それからインナークリティックボイスという、「内なる批評家の声」というのを教えていただいたわけです。私の場合は、何か失敗すると、自分の頭の左上の方から「あほボケ!カス!」「お前こんなこともできないのか!」という声がすごい音量で響き渡るんですよね。真面目な一生懸命仕事をしたりする傾向の人が、日本人は多いじゃないですか。ひょっとしてインナークリティックボイス、内なる批評家の声のサウンドレベルが、僕のように壊れて大きいのかなと。

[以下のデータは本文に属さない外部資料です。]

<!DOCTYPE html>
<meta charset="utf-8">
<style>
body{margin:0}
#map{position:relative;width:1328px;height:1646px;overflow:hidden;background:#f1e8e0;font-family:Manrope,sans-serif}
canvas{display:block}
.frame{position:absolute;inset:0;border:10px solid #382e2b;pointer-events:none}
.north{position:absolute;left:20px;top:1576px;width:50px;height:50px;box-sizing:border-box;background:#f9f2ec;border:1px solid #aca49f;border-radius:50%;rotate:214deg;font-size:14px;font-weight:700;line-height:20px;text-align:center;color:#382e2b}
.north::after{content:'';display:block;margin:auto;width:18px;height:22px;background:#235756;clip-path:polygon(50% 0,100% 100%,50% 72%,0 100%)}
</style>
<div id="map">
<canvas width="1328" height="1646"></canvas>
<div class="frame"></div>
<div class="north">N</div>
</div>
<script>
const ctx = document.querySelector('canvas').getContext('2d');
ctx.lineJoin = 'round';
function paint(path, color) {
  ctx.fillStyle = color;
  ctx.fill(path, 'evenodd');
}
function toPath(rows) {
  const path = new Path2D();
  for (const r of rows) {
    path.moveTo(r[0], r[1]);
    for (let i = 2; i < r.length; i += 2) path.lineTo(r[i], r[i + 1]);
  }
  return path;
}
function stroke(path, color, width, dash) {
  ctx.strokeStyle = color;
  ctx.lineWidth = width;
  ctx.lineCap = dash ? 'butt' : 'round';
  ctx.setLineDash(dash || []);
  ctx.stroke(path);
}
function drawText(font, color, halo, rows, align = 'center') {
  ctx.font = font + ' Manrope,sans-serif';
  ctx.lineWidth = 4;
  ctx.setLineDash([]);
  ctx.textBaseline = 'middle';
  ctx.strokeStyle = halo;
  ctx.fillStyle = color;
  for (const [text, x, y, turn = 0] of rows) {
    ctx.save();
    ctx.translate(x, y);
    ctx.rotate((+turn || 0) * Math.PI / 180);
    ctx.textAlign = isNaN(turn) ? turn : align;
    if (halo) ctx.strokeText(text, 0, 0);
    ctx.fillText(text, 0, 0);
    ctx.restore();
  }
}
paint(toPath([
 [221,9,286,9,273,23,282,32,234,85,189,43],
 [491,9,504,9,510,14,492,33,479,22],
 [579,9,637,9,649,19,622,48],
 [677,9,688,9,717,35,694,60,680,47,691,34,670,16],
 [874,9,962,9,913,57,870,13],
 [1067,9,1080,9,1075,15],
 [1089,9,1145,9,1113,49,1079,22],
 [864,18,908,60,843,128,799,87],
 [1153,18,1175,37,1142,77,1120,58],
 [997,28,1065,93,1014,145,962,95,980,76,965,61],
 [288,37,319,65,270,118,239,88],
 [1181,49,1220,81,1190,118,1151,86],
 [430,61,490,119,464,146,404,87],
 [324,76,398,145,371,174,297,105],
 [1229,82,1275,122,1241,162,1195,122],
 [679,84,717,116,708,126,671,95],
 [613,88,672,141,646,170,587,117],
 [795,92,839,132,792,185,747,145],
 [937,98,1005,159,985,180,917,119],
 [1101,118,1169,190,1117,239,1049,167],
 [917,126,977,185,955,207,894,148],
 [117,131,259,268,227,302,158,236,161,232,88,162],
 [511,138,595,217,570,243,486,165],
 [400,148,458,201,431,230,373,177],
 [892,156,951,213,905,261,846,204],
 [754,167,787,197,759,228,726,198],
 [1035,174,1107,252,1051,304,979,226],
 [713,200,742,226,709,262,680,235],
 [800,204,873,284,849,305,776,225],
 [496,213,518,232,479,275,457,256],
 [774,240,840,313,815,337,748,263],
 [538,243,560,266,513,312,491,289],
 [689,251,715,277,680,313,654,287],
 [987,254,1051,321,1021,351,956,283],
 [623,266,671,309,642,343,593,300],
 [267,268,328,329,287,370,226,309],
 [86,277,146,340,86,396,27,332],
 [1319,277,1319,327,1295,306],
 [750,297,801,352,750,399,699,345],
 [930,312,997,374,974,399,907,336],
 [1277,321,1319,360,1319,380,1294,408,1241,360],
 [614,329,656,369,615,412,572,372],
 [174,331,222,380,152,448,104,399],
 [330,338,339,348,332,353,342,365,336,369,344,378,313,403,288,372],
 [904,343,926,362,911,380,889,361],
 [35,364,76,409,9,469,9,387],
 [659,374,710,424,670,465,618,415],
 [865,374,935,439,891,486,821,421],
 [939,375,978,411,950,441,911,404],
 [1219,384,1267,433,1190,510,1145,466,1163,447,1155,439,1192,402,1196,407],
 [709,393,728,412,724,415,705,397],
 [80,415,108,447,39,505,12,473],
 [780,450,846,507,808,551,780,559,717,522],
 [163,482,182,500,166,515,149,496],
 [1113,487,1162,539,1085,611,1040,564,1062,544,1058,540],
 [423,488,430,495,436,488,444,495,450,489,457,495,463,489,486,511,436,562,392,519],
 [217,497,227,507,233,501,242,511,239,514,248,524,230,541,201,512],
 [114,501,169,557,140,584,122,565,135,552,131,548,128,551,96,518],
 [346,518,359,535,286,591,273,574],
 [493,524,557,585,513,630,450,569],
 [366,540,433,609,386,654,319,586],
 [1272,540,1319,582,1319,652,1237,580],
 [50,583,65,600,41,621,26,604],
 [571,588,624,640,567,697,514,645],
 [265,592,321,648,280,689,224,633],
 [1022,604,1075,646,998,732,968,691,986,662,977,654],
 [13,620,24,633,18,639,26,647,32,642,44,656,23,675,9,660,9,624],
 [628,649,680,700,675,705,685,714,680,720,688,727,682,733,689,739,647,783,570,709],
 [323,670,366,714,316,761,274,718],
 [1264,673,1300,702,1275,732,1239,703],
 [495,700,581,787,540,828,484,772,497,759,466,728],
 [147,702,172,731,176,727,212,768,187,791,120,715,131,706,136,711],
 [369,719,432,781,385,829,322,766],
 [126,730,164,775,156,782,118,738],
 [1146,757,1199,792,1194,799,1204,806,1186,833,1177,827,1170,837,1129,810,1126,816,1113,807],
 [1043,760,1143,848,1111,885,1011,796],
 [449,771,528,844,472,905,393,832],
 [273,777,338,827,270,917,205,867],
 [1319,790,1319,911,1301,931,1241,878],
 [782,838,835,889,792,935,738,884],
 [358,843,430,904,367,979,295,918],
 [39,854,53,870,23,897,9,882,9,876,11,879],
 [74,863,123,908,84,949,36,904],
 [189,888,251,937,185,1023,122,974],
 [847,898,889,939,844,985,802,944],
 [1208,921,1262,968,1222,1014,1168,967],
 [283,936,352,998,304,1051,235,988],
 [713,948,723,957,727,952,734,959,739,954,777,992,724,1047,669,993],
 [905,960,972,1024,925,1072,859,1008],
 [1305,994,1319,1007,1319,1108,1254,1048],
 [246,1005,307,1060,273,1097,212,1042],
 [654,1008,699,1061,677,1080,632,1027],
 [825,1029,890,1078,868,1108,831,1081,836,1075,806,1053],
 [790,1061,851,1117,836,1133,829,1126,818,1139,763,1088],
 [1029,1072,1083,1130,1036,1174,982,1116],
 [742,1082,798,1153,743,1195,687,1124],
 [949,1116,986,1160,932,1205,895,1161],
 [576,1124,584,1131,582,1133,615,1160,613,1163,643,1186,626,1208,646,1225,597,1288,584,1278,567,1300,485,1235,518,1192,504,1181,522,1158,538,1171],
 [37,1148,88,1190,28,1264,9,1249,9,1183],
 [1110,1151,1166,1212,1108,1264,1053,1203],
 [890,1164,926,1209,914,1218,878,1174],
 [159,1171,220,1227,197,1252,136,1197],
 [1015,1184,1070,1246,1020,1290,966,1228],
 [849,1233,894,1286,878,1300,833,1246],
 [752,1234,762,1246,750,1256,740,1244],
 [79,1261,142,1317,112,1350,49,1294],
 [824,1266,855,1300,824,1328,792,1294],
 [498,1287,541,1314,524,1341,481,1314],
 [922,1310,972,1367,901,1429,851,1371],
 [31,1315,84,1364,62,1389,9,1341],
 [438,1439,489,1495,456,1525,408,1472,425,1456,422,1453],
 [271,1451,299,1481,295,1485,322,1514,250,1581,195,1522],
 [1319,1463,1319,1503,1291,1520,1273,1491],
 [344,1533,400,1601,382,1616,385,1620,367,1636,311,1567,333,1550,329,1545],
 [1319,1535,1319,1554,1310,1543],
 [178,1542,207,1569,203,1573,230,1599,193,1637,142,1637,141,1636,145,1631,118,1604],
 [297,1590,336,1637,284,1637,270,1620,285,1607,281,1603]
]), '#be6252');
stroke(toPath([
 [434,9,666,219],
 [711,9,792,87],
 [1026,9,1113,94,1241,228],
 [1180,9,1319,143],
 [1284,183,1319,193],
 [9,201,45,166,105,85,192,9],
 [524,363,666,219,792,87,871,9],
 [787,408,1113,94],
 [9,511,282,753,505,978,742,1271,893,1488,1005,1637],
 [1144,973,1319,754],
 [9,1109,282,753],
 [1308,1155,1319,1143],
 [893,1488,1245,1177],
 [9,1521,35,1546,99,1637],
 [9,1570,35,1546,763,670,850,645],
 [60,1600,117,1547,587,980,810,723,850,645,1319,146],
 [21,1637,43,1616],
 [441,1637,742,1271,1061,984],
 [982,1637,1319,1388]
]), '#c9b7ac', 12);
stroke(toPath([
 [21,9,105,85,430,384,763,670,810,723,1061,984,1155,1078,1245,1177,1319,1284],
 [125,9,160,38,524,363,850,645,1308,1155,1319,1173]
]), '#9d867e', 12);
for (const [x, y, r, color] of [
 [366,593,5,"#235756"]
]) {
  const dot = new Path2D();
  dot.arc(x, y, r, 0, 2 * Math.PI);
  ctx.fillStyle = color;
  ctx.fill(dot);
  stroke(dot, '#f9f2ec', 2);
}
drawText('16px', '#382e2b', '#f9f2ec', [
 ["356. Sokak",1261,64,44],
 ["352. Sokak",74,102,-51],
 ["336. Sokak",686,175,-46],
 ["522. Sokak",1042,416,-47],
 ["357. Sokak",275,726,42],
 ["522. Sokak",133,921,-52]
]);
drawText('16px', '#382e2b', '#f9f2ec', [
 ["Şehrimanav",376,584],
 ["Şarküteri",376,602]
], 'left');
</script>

岸本さんたちは、その音量レベルを調整する色んなやり方を、MSC(マインドフル・セルフコンパッション)というプログラムで教えて下さっているのかなと感じました。

■エピソード3  頭部外傷を経験して
●瞑想という回復法
絹: ご自身も留学中に、ボストン在住7年半の間に頭に大けがを負われて、考えることとか、パソコンを見ることとか、本を読んだりすることができなくなっていた時期があるということですが、そのことをちょっとお話していただけますか。その時に、瞑想を丁寧に、マインドフルネスというストレスリダクションのやり方を足掛かりにして、徐々に徐々に回復していらしたという経験があるんですよね。
岸: もともとその頭のけがをする前に、マインドフルネス瞑想を習い始めていたのですが、けがの後はメールを見るとか、会話をするとか、本を読む、何かを聞くということが一切できない脳の状態で、とにかく暗い部屋で何もしない。考え事も自動的にはバンバン出てこないので、その時に頭部外傷の専門医からも、頭部外傷のリハビリのスタッフの方からも、瞑想を勧められて、確かに音楽を聴くこともできないですし、会話もできないですし、瞑想だったらできるというので、もう何か月も、とにかくそれだけひたすらしていたというのはあります。

●ボストンというバックグラウンド
絹: たまたまボストンという土地は、脳損傷の治療に詳しい人が集まっていたんですね。
岸: そうですね。医学や研究も盛んですし、アメリカの中でもハーバードとか、いくつかの大学病院が頑張っています。また、アメリカの土地柄として、アメフト等、頭部外傷を負いやすいスポーツとか、退役軍人の方の戻ってきてからのこととか、ボストンマラソンでの爆発で頭にケガをした方とか、色んな事情で、詳しい人が少しずつ増えていたという状況もあったかもしれないです。それから瞑想による脳の効果の研究もボストンでは進んでいたこともあると思います。
絹: そういうところからご自身の経験が伝わってきまして、瞑想を中心とするプログラム、きっちり組まれたプログラムで、何か自分たちも、本当にしんどくなった人たちと、自分自身が本当にどうしようもない時に、足掛かりになりそうということを感じた8週間でした。
岸: ありがとうございます。良かったです。

●今、注目を集めるマインドフルネス、どうか覚えておいてください
絹: 時間が押して、なかなかうまく説明ができなかったのですが、リスナーの皆さん、いかがでしたか。これは本当にすごく日本的な分野でもあると。日本の古くからの智慧を、新しい言葉に置き換えたようなプログラムです。色んな教育場面、臨床、病院、企業と、今、注目を集めています。おそらくは一回では無理で、シリーズ化しなければ話せないようなテーマです。ちょっと勇気を出しすぎて突っ込んでしまいましたが(笑)。また…。
岸: ぜひよろしくお願いいたします。
絹: リスナーの皆さんも、マインドフルネス、あるいはマインドフルセルフ・コンパッションという言葉、ちょっとどっかに置いといてくださいね。
この番組は、心を建てる公成建設の協力と京都府地域力再生プロジェクトの応援でお送りいたしました。岸本さん、ありがとうございました。
岸: こちらこそ、ありがとうございました。